Many examiners are sensitive to countermeasures not for any other reason than that they interfere with the process and prevent us from doing our job accurately and for the examinee in the chair, at the time.  That job is simply to find the truth of the matter, nothing more.


Sackett

(OK, anti folks, chum is in the water.... bring it on!)
Posted by T.M. Cullen
 - Apr 25, 2008, 02:07 PM
Ohio88,

Okay, sorry!

Sounds like the polygrapher wanted to fail you either way.

It would have been much easier for him IF you had admitted to using CMs.

TC
Posted by Ohio9
 - Apr 25, 2008, 07:27 AM
Quote from: Ohio9 on Apr 24, 2008, 10:08 PM
QuoteHe went on to say that if I just confessed to using countermeasures, he would note that in his report and there was a chance I could still get hired.

He was lying.  He had NO INTENTION of passing you if you admitted to using countermeasures.  And that is how is turned out.

The test is a con job, and their goal is to get you to admit to something you have not done.

Interrogators coerce false confessions out of people all the time.  It's even easier for polygraphers, because, unlike some detective who coerces a false confession out of some innocent guy, with the polygraph there is NO  follow up or requirement for evidence to back up the confession.

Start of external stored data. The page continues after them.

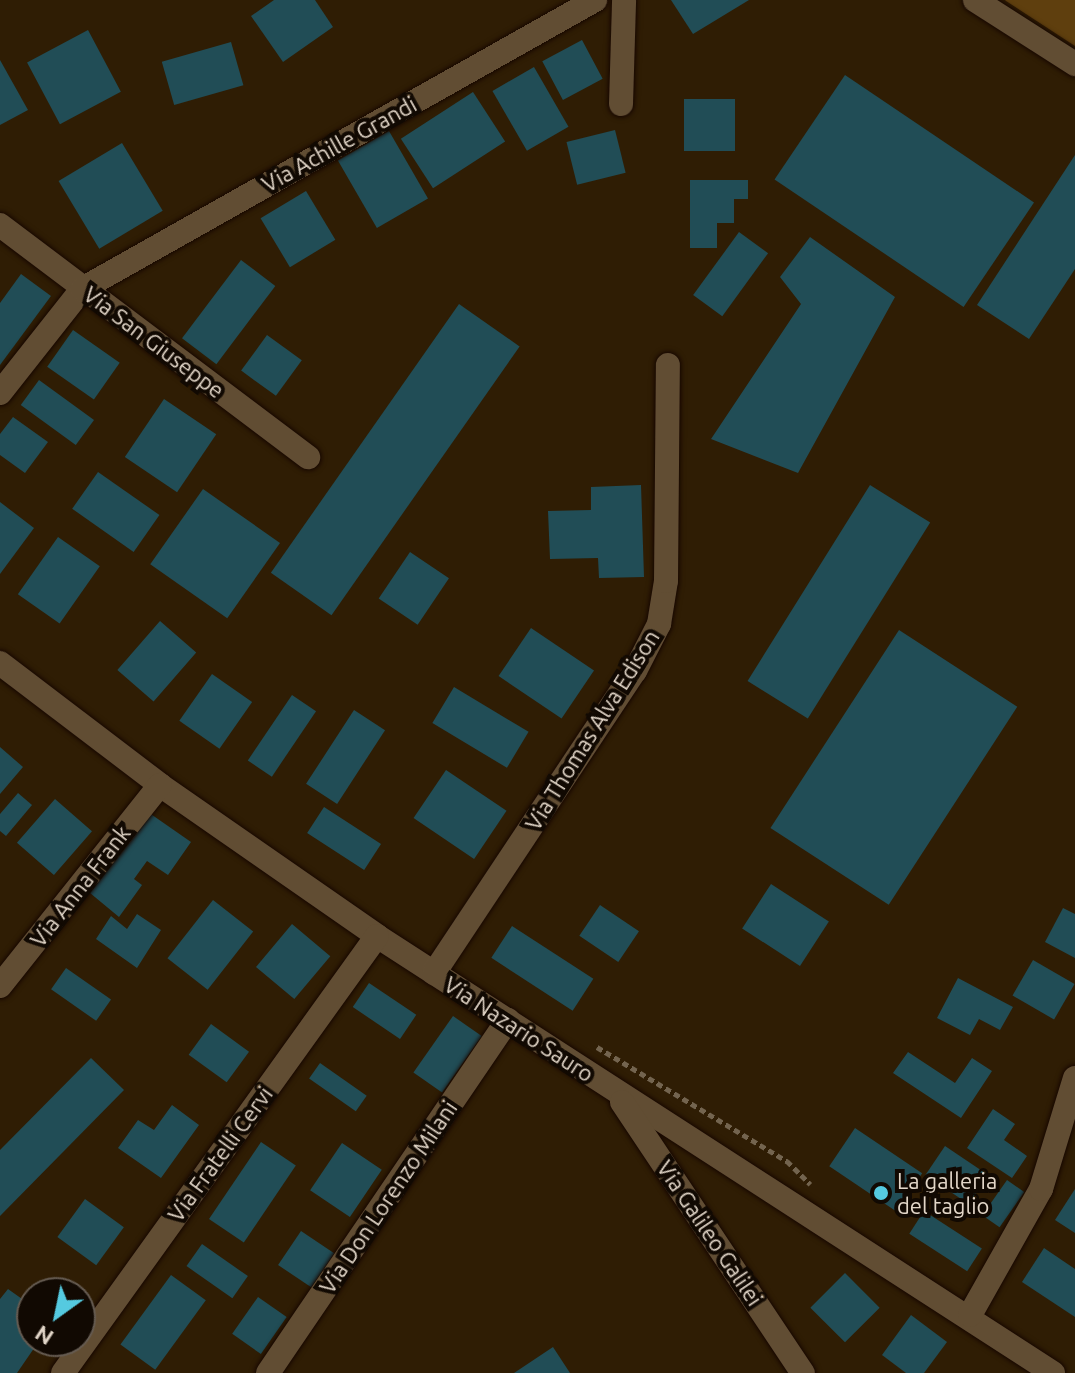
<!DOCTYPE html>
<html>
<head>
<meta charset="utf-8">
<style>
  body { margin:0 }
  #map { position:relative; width:1075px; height:1373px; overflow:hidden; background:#2f1d04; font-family:Ubuntu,sans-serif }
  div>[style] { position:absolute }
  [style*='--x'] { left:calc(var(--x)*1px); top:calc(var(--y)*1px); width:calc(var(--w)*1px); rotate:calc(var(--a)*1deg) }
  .green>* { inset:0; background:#5f3f0e }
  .building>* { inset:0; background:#214d56; transform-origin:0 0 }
  .path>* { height:5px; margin-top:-2.5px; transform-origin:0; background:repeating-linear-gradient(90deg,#73644f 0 6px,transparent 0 10px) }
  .roads { filter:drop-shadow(0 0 2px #170700) drop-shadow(0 0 2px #170700) }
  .street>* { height:24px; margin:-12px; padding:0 12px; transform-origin:12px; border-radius:12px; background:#614d33 }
  .dots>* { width:22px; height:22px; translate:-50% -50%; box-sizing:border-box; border:4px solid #110902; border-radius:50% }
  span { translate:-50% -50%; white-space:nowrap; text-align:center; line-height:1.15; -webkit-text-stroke:8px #110902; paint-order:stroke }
  .street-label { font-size:22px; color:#e2d6c8 }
  .poi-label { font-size:22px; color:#e2d6c8 }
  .left { translate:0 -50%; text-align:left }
  .north { position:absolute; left:16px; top:1277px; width:80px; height:80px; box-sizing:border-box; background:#110902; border:2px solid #655b51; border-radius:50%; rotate:213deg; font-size:22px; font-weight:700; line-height:32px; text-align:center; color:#e2d6c8 }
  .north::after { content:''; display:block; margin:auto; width:28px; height:36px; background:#55cae0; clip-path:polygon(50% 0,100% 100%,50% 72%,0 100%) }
</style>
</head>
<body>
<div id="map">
  <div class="green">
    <div style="clip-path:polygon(1005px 0,1075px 0,1075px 46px,1006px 1px)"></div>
  </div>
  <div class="building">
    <div style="clip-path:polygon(274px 0,315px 0,333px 27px,283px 62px,251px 16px)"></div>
    <div style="clip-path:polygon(671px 0,749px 0,693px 34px)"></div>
    <div style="left:88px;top:30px;width:70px;height:69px;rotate:62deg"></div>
    <div style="left:582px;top:40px;width:44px;height:45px;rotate:62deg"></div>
    <div style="left:231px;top:42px;width:45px;height:72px;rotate:74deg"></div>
    <div style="clip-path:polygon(0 60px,28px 110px,0 125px)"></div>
    <div style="left:534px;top:67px;width:69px;height:48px;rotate:60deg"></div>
    <div style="left:845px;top:75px;width:228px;height:126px;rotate:34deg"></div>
    <div style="left:473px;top:92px;width:59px;height:86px;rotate:57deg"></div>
    <div style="left:684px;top:99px;width:51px;height:52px"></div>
    <div style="left:615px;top:130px;width:44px;height:50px;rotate:76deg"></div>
    <div style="left:389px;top:131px;width:78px;height:59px;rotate:60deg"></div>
    <div style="left:122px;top:143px;width:79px;height:74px;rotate:59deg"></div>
    <div style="clip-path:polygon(1075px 155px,1075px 269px,1029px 339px,977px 305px)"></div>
    <div style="clip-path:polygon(690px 180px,748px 180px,748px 199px,734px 199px,734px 223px,717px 223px,717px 248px,690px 248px)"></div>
    <div style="left:306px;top:191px;width:57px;height:53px;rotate:59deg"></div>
    <div style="left:739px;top:232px;width:36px;height:78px;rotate:36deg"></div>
    <div style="clip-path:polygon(810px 237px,895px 297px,798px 473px,711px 439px,801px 304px,780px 277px)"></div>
    <div style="left:241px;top:260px;width:43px;height:98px;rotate:37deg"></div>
    <div style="clip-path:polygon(21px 274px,51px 296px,0 365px,0 303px)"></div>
    <div style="left:459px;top:304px;width:74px;height:328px;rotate:35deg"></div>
    <div style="left:73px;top:330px;width:57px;height:45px;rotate:35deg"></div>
    <div style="left:267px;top:335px;width:43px;height:44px;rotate:36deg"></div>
    <div style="left:39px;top:380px;width:68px;height:31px;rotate:36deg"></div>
    <div style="left:164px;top:399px;width:63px;height:70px;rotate:34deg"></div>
    <div style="clip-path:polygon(13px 417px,48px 442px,25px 473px,0 455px,0 434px)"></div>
    <div style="left:98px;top:472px;width:75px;height:45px;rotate:35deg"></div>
    <div style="clip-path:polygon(641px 485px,644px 577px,599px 578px,598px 558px,550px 559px,548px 511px,591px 510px,591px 487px)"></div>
    <div style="left:870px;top:485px;width:71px;height:231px;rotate:32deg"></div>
    <div style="left:203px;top:489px;width:94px;height:92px;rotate:35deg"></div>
    <div style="clip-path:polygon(0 502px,34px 528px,0 574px)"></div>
    <div style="left:58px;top:537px;width:51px;height:70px;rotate:35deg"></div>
    <div style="left:410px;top:552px;width:47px;height:56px;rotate:34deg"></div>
    <div style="left:160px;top:621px;width:48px;height:65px;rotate:41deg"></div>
    <div style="left:531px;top:628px;width:76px;height:58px;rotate:34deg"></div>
    <div style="left:899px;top:630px;width:141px;height:236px;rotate:33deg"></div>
    <div style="left:212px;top:674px;width:49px;height:57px;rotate:35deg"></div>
    <div style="left:454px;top:687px;width:87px;height:42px;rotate:31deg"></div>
    <div style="left:292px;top:695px;width:29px;height:79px;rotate:34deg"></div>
    <div style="left:354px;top:710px;width:37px;height:88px;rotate:33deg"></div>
    <div style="clip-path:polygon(0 747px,23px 767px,0 794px)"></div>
    <div style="left:446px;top:770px;width:73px;height:58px;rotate:34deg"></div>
    <div style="clip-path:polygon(18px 793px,32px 805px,6px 836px,0 831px,0 814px)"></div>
    <div style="left:55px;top:799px;width:49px;height:58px;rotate:41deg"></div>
    <div style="left:324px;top:807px;width:68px;height:31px;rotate:33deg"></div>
    <div style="clip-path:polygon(145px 810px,191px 842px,168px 875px,147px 861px,134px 879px,142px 885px,119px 917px,84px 888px)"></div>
    <div style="left:771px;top:884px;width:69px;height:53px;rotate:33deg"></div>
    <div style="left:213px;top:900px;width:51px;height:74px;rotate:38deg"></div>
    <div style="left:600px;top:905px;width:47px;height:37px;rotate:34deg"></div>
    <div style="clip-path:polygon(1063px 908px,1075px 914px,1075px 958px,1045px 942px)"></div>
    <div style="clip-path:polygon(137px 914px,161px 930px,137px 968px,96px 939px,111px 916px,127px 929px)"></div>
    <div style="left:292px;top:924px;width:50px;height:56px;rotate:40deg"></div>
    <div style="left:512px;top:926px;width:97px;height:38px;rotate:33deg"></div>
    <div style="left:1033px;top:960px;width:48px;height:41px;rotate:30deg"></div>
    <div style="left:66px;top:968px;width:55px;height:26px;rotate:35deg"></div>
    <div style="clip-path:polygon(958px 978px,1013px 1007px,1000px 1030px,979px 1019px,970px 1035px,937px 1018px)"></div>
    <div style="left:369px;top:983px;width:57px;height:29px;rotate:34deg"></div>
    <div style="left:453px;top:1016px;width:35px;height:69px;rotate:35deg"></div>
    <div style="left:211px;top:1024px;width:47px;height:38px;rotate:36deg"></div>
    <div style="clip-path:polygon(908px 1052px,955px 1083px,972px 1058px,992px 1071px,961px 1118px,893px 1073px)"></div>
    <div style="clip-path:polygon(91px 1058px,124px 1090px,0 1216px,0 1150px)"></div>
    <div style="left:320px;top:1063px;width:57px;height:19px;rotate:35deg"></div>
    <div style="clip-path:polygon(172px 1105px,199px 1125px,161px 1178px,118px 1148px,138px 1120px,154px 1130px)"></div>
    <div style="clip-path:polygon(993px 1109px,1015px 1124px,1004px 1140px,1027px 1156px,1012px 1178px,967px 1148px)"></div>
    <div style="left:855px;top:1128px;width:81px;height:46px;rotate:34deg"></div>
    <div style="left:261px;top:1142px;width:42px;height:93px;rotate:34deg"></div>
    <div style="left:342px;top:1143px;width:48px;height:57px;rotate:34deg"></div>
    <div style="left:945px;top:1146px;width:52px;height:35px;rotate:34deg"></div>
    <div style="left:1007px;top:1180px;width:21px;height:43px;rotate:35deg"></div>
    <div style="clip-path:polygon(1075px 1189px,1075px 1233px,1055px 1220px)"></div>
    <div style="left:85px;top:1199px;width:48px;height:47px;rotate:36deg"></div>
    <div style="left:924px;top:1211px;width:69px;height:27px;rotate:33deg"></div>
    <div style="left:301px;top:1231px;width:40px;height:41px;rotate:34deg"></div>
    <div style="left:202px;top:1244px;width:56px;height:27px;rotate:35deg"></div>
    <div style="clip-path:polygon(1044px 1248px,1075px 1269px,1075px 1317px,1022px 1282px)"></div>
    <div style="left:845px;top:1273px;width:49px;height:49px;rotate:45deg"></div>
    <div style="left:171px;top:1275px;width:43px;height:86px;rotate:36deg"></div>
    <div style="clip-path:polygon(8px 1289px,32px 1306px,32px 1341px,39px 1341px,17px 1373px,0 1373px,0 1299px)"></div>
    <div style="left:258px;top:1297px;width:35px;height:45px;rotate:35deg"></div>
    <div style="clip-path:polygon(911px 1315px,947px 1342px,924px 1373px,906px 1373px,882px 1355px)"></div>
    <div style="clip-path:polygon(553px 1347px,570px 1373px,514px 1373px)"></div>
  </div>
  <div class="path">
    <div style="--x:597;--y:1047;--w:222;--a:31"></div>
    <div style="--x:787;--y:1161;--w:33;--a:45"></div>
  </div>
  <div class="roads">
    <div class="street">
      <div style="--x:975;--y:0;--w:119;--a:32.6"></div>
      <div style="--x:621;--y:104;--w:104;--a:-88.3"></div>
      <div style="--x:0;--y:225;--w:386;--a:37"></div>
      <div style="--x:0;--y:393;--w:132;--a:-51.7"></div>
      <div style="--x:82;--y:289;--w:589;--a:-29.39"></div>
      <div style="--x:0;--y:663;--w:201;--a:37.3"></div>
      <div style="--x:160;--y:785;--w:264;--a:34.8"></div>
      <div style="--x:377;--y:936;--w:805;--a:32.88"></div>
      <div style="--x:434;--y:973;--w:363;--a:-56.4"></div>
      <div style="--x:635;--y:671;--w:53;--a:-62.9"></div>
      <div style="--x:659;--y:624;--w:44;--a:-80.8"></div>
      <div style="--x:666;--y:581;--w:216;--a:-89.5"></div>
      <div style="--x:0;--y:986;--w:257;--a:-51.5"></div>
      <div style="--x:622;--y:1102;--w:326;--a:56.3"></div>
      <div style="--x:970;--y:1315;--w:145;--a:-60.6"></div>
      <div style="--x:1041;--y:1189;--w:116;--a:-73"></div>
      <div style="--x:63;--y:1373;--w:538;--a:-54.3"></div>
      <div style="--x:268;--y:1373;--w:427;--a:-55.8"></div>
    </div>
  </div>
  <div class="dots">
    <div style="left:881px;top:1193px;background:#55cae0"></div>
  </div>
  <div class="street-label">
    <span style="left:339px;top:144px;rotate:-29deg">Via Achille Grandi</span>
    <span style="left:154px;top:342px;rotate:37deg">Via San Giuseppe</span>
    <span style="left:592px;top:730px;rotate:-58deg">Via Thomas Alva Edison</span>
    <span style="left:80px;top:886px;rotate:-52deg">Via Anna Frank</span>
    <span style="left:519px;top:1029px;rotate:33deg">Via Nazario Sauro</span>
    <span style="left:220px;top:1154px;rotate:-54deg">Via Fratelli Cervi</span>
    <span style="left:388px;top:1197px;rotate:-56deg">Via Don Lorenzo Milani</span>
    <span style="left:710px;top:1233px;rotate:56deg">Via Galileo Galilei</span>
  </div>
  <div class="poi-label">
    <span class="left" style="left:897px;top:1193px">La galleria<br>del taglio</span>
  </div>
  <div class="north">N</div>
</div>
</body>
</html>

You should have called his bluff.  "Look, I told you repeatedly I haven't use CM, and don't even know what that is.  Either pass or not.  Are we done here then?"

T. M., you don't seem to have read my initial post correctly.  I never admitted using countermeasures.  Not once.  And I still "failed" the test anyway.

Quote from: Ohio9 on Apr 24, 2008, 10:08 PM
QuoteHe went on to say that if I just confessed to using countermeasures, he would note that in his report and there was a chance I could still get hired.
QuoteIn my case, it seems the only reason I didn't pass was because of an accusation of using countermeasures.

NO NO NO!  Understand this!  You failed because you ADMITTED to using CM!

Sheesh now you're starting to sound like the polygrapher.  I already said I never admitted using countermeasures.  Not once.  Not even after he assured me that admitting countermeasures was the only way I would have a chance to get hired.

I have no regrets about my decition to stay honest and deny using countermeasures to the very end, but unfortunantly it wasn't enough to convince the polygrapher and I got kicked out all the same.